Table 1 Compositions of steel for the production of high-strength products Composition number The content of chemical elements, wt.% C Mn Si Cr Ni Cu Mo V Nb Ti Al B S P Fe one. 0.2 0.5 0.09 0.9 0.5 0.02 0.2 0.09 0.04 0.009 0.01 0.001 0.005 0.007 Rest 2. 0.3 0.6 0.1 1,0 0.6 0,03 0.3 0.10 0.05 0.01 0.02 0.002 0.005 0.006 -: - 3. 0.5 1,0 0.2 1,2 1,6 0.44 0.5 0.14 0,07 0.04 0.05 0.006 0.007 0.009 -: - four. 0.6 1.4 0.3 1.4 2,8 0.85 0.6 0.16 0.10 0.08 0.08 0.010 0.010 0.015 -: - 5. 0.7 1,5 0.4 1,5 2.9 0.86 0.7 0.17 0.11 0.09 0.09 0.011 0.011 0.016 -: - 6. 0.2 0.7 0.5 0.3 0.3 0.2 - - - - - - 0,030 0,028 -: -

table 2 Modes of production of high-strength steel products and their effectiveness No. p / p Composition number T _nd , ° C T _cd , ° C T _s , ° C T _otp , ° С σ _in , N / mm ² σ _t , N / mm ² δ ₅ ,% KCV ⁺²⁰ , J / cm ² Q% one. one 1040 840 840 390 800 670 fourteen 16 70,2 2. 2 1050 850 850 400 1450 1230 21 22 99.5 3. 3 1100 870 900 480 1480 1200 24 29th 99.9 four. four 1150 900 950 490 1500 1190 25 28 99.7 5. four 1060 860 860 500 1500 1180 27 thirty 99.8 6. 3 1140 900 905 560 1390 1100 28 35 99.8 7. 2 1145 890 945 600 1350 1150 29th 36 99.7 8. 5 1160 910 960 620 990 820 19 eighteen 65.0 9. 6 1200 840 845 390 750 620 19 twenty 86.7

From the data presented in table 2, it follows that when implementing the proposed method (options No. 2-7, compositions of steels No. 2-4), an increase in the complex of mechanical properties of high-strength steel products and an increase in yield are achieved. In cases of transcendental values of the declared parameters (options No. 1 and No. 8, the compositions of steel No. 1 and No. 5), as well as the prototype method (option No. 9, the composition of steel No. 6), there is a decrease in the set of mechanical properties and yield.

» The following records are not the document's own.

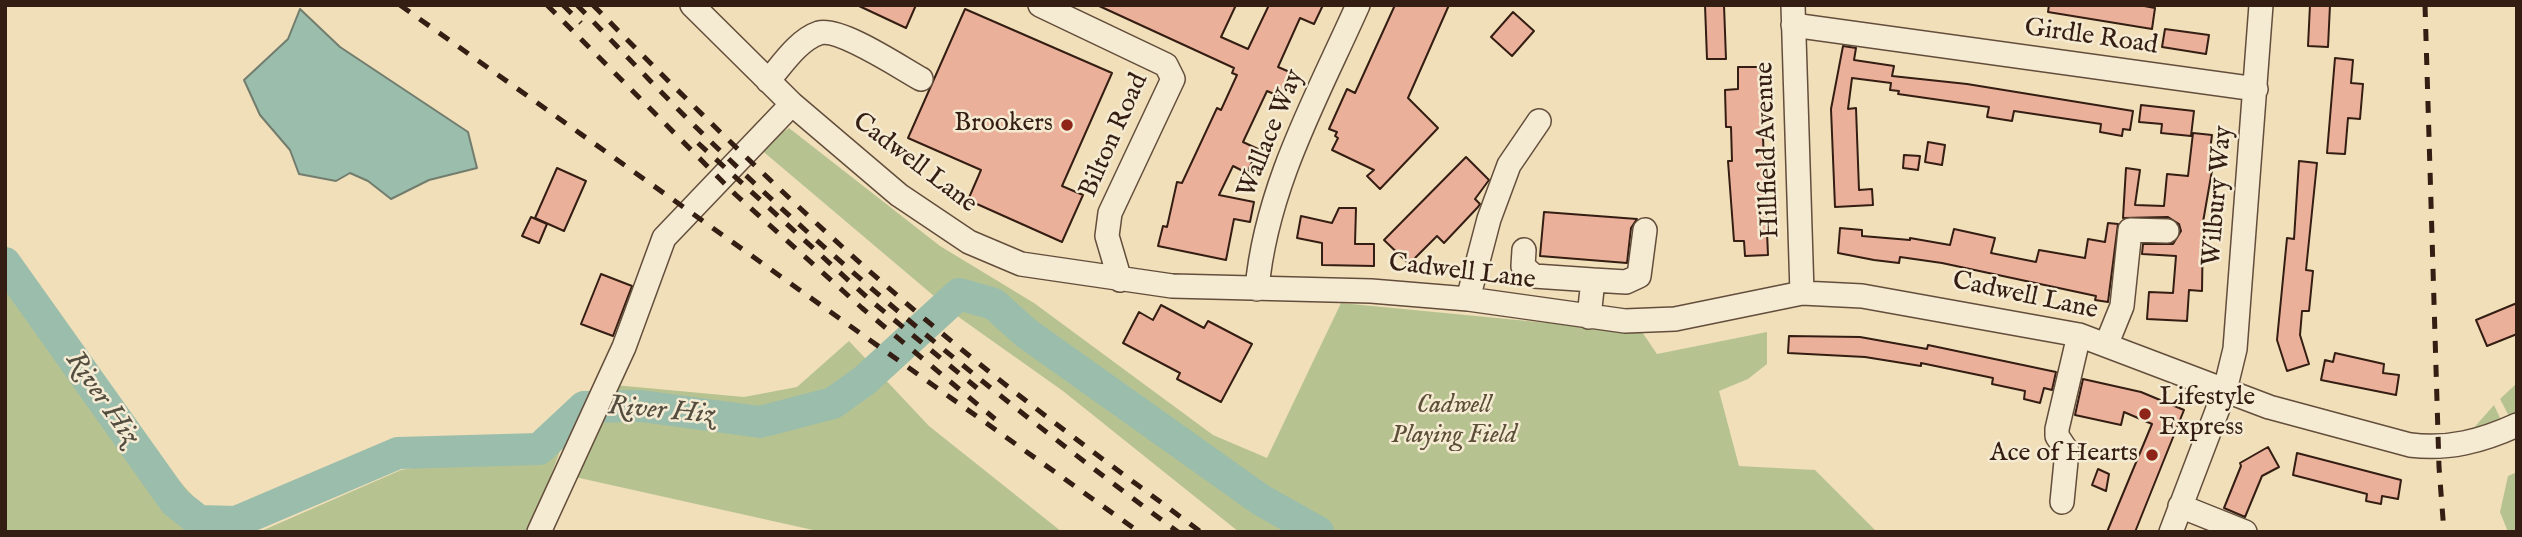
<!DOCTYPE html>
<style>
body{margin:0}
#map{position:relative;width:2522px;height:537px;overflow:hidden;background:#f0dfb9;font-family:"IM FELL English",serif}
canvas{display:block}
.frame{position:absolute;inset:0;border:7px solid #341d12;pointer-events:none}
</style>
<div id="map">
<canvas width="2522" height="537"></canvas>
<div class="frame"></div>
</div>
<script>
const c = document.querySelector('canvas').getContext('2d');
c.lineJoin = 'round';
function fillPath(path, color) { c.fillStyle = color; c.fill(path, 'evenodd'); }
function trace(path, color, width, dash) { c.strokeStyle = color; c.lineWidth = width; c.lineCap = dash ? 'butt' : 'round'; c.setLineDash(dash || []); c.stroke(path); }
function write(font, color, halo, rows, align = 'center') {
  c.font = font + ' "IM FELL English",serif'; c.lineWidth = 5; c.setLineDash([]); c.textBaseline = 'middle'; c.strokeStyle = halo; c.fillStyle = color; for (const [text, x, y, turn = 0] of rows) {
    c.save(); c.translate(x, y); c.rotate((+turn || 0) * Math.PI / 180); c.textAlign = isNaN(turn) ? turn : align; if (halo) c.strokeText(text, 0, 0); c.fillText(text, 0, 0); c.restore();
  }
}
fillPath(new Path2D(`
 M 789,128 L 940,246 L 1034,303 L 1213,435 L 1267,458 L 1341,303 L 1642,332 L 1657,354 L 1767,332 L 1767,364 L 1748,379 L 1719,391 L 1739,466 L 1815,470 L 1877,532 L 1239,532 L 1063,391 L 960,318 L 759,148 Z
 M 5,288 L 210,515 L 206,532 L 5,532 Z
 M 849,341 L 929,426 L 1062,532 L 822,532 L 575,477 L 614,385 L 744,397 L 797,387 Z
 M 2517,383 L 2517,415 L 2510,418 L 2500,399 Z
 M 2494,405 L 2501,420 L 2471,431 Z
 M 564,440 L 530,532 L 259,532 L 401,470 Z
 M 2517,472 L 2517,532 L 2508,532 L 2500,512 L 2508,476 Z`), '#b7c291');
const water = new Path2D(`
 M 300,9 L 340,47 L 468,132 L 477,168 L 429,180 L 391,199 L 368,181 L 350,173 L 336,181 L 299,174 L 290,150 L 260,115 L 244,80 L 288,39 Z`);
fillPath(water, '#9bbdab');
trace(water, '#727d6e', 2);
trace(new Path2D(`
 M 5,263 L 175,502 L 199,521 L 236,522 L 398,453 L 539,449 L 584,407 L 641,406 L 760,422 L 833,403 L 865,380 L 959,294 L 994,304 L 1026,333 L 1261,500 L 1318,532`), '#9bbdab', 32);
const building = new Path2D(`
 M 857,5 L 916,5 L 906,28 Z
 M 1097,5 L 1236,5 L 1221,37 L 1248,49 L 1269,5 L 1323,5 L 1314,24 L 1300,18 L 1278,67 L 1292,73 L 1281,97 L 1267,91 L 1243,142 L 1258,149 L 1247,173 L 1233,166 L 1219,195 L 1254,202 L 1250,222 L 1234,219 L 1226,260 L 1158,246 L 1163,226 L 1167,227 L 1177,182 L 1182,183 L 1217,108 L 1221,110 L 1237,75 L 1232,73 L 1234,68 Z
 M 1395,5 L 1449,5 L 1408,98 L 1438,128 L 1380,189 L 1367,176 L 1374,170 L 1332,150 L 1338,138 L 1335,136 L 1337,132 L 1329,129 L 1347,89 L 1355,93 Z
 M 1705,5 L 1724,5 L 1726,59 L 1707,59 Z
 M 2049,5 L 2139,5 L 2155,8 L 2152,29 L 2048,12 Z
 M 2310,5 L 2330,5 L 2328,47 L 2308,46 Z
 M 965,9 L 1112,73 L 1062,186 L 1083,195 L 1062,242 L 968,200 L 981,170 L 908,138 Z
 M 1513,12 L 1534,31 L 1512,56 L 1491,37 Z
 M 2165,29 L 2209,35 L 2206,54 L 2162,47 Z
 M 1843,46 L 1856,48 L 1854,60 L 1894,66 L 1892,76 L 1967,84 L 2133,111 L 2130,130 L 2123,129 L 2122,136 L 2100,132 L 2101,124 L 2014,111 L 2012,121 L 1987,117 L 1989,107 L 1898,94 L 1899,91 L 1890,90 L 1891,83 L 1852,78 L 1848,109 L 1856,108 L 1859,190 L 1872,189 L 1873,205 L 1835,207 L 1831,109 Z
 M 2335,58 L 2353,60 L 2351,83 L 2363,84 L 2360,119 L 2348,118 L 2345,154 L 2327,153 Z
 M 1738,67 L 1760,67 L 1768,255 L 1745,256 L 1744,241 L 1734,241 L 1728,161 L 1732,161 L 1731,127 L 1726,127 L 1725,90 L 1738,89 Z
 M 2141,105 L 2194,111 L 2191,136 L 2161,133 L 2162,124 L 2139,122 Z
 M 2193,133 L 2212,135 L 2209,158 L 2214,159 L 2203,222 L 2202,291 L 2189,290 L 2187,321 L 2147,319 L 2149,292 L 2173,293 L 2176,256 L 2142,254 L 2143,244 L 2173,244 L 2181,231 L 2179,224 L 2168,217 L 2123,218 L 2126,168 L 2140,170 L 2135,205 L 2164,206 L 2167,174 L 2188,176 Z
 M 1928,142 L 1945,145 L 1942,165 L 1925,162 Z
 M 1904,155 L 1920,156 L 1918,170 L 1903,168 Z
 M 1466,157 L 1489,180 L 1475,199 L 1480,204 L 1478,207 L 1444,243 L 1437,236 L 1409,264 L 1384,240 Z
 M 2299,161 L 2317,163 L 2306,270 L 2313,271 L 2309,311 L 2302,311 L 2300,335 L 2309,364 L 2287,371 L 2277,340 L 2287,238 L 2294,239 Z
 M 557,168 L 586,181 L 564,231 L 535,218 Z
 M 1339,208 L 1356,208 L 1355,244 L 1374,244 L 1374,266 L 1322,265 L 1322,243 L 1297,238 L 1301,216 L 1332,223 Z
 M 1544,212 L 1637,219 L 1631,228 L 1627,263 L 1540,256 Z
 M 531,217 L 547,224 L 539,243 L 522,236 Z
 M 2108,223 L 2118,224 L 2108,302 L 2095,300 L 2096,296 L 1942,263 L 1900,257 L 1899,263 L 1874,260 L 1838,253 L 1840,228 L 1862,230 L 1862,236 L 1910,240 L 1910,238 L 1950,245 L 1954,229 L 1995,238 L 1991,253 L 2036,262 L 2039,250 L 2085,258 L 2088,239 L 2105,242 Z
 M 601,274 L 632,286 L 613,336 L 581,324 Z
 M 2517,303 L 2517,334 L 2487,346 L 2476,320 Z
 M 1161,305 L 1204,328 L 1208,321 L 1252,344 L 1221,402 L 1177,379 L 1180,373 L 1123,343 L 1139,312 L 1153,320 Z
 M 1789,336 L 1860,337 L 1927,349 L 1928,345 L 2056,372 L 2052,390 L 2044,388 L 2040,403 L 2024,399 L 2025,391 L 1992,384 L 1993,378 L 1921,363 L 1921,366 L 1865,357 L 1788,353 Z
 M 2335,353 L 2384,364 L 2383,373 L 2399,375 L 2396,395 L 2321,380 L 2325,360 L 2333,362 Z
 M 2083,379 L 2141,392 L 2184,410 L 2135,532 L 2107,532 L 2152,424 L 2124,412 L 2121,425 L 2075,415 Z
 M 2268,447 L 2279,467 L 2262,476 L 2245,517 L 2224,508 L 2241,466 L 2240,463 Z
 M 2297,453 L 2401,480 L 2398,499 L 2382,496 L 2381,504 L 2366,501 L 2367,494 L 2293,475 Z
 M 2098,469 L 2109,474 L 2106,491 L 2092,485 Z`);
fillPath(building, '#ebb09a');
trace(building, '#341d12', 2);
const minor = new Path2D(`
 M 692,5 L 792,104 L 899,195 L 969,242 L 1021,264 L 1172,286 L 1371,291 L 1468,299 L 1625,321 L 1675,319 L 1802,293 L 1862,296 L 2079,335 L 2269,407 L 2410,445 C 2448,450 2482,441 2517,425
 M 1040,5 L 1166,65 L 1173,79 L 1110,213 L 1107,236 L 1120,280
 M 1793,5 L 1802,293
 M 1793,25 L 2256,89
 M 768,81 C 782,65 798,40 819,33 C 840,27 901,68 921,79
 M 1524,250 L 1523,266 L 1534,276 L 1593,280 L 1589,317
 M 1593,280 L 1626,282 L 1639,276 L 1645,230
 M 1257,289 C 1266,187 1317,97 1358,5
 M 1468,299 L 1489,219 L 1509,165 L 1539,121
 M 2107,343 L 2122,306 L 2130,230 L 2167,231
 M 2062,502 L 2067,451 L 2057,436 L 2057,429 L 2079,335
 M 2180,506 L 2245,532
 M 539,532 L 624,347 L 664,238 L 792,104
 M 2171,532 L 2225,390 L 2235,349 L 2261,5`);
trace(minor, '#634e3c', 26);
trace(minor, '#f5ead2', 23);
trace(new Path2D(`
 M 400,5 L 1139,532
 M 547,5 L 736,195 L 862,308 L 995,419
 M 563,5 L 581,23
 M 577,5 C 620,49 663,95 707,138 C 853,280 1014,411 1178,532
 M 593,5 C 711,125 831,243 961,349 C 1038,412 1120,472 1201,532
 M 2425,5 L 2439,467 L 2444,532
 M 698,143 L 870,300 L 977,388`), '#341d12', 5, [12, 12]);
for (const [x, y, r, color] of [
 [1067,125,7,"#8f2418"],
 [2145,414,7,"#8f2418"],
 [2152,455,7,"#8f2418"]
]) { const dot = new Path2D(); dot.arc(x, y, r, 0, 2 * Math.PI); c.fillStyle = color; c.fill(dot); trace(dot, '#f5ead2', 2.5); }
write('26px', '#341d12', '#f5ead2', [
 ["Girdle Road",2091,38,8],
 ["Wallace Way",1272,134,-68],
 ["Bilton Road",1115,136,-66],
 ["Hillfield Avenue",1769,150,-92],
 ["Cadwell Lane",914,164,37],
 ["Wilbury Way",2219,196,-85],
 ["Cadwell Lane",1462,273,7],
 ["Cadwell Lane",2025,297,12]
]);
write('26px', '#341d12', '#f5ead2', [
 ["Brookers",1053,125],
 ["Lifestyle",2159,399,"left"],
 ["Express",2159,429,"left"],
 ["Ace of Hearts",2138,455]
], 'right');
write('italic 26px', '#5b4f38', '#f5ead2', [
 ["Cadwell",1454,407],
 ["Playing Field",1454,437]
]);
write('italic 28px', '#534d40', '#f5ead2', [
 ["River Hiz",101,399,55],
 ["River Hiz",661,412,5]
]);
</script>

As a base object for determining the effectiveness of the proposed method, the prototype method is selected. Implementation of the proposed method will increase the profitability of the production of high-strength steel products by 25-30%.

Information sources

1. RF patent No. 2131932, IPC C21D 1/25, C21D 1/02, C21D 8/00, 1999

2. Matrosov Yu.I. and others. Steel for gas pipelines. M .: Metallurgy, 1989, p. 242-243, 268.

Claims (2)

1. The method of production of steel products, including the manufacture of the workpiece, its hot plastic deformation, normalization or hardening and subsequent tempering, characterized in that plastic deformation is carried out in the temperature range from 1050-1150 ° C to 850-900 ° C, normalization or hardening from a temperature of 850-950 ° C, and tempering is carried out at a temperature of 400-600 ° C, and the billet is made of steel of the following chemical composition, wt.%:
carbon 0.3-0.6 manganese 0.6-1.4 silicon 0.1-0.3 chromium 1.0-1.4 nickel 0.6-2.8 copper 0.03-0.85 molybdenum 0.3-0.6 vanadium 0.10-0.16 niobium 0.05-0.10 titanium 0.01-0.08 aluminum 0.02-0.08 boron 0.002-0.010 sulfur no more than 0,010 phosphorus no more than 0.015 iron rest 2. The method according to claim 1, characterized in that to provide a temporary tensile strength of 1450-1500 N / mm ² and impact strength KCV ^{+20 of} at least 20 J / cm ^2, tempering is carried out at a temperature below 500 ° C, and to provide temporary tensile strength 1350-1500 N / mm ² and impact strength KCV ⁺²⁰ not less than 30 J / cm ² vacation is carried out at a temperature of not lower than 500 ° C.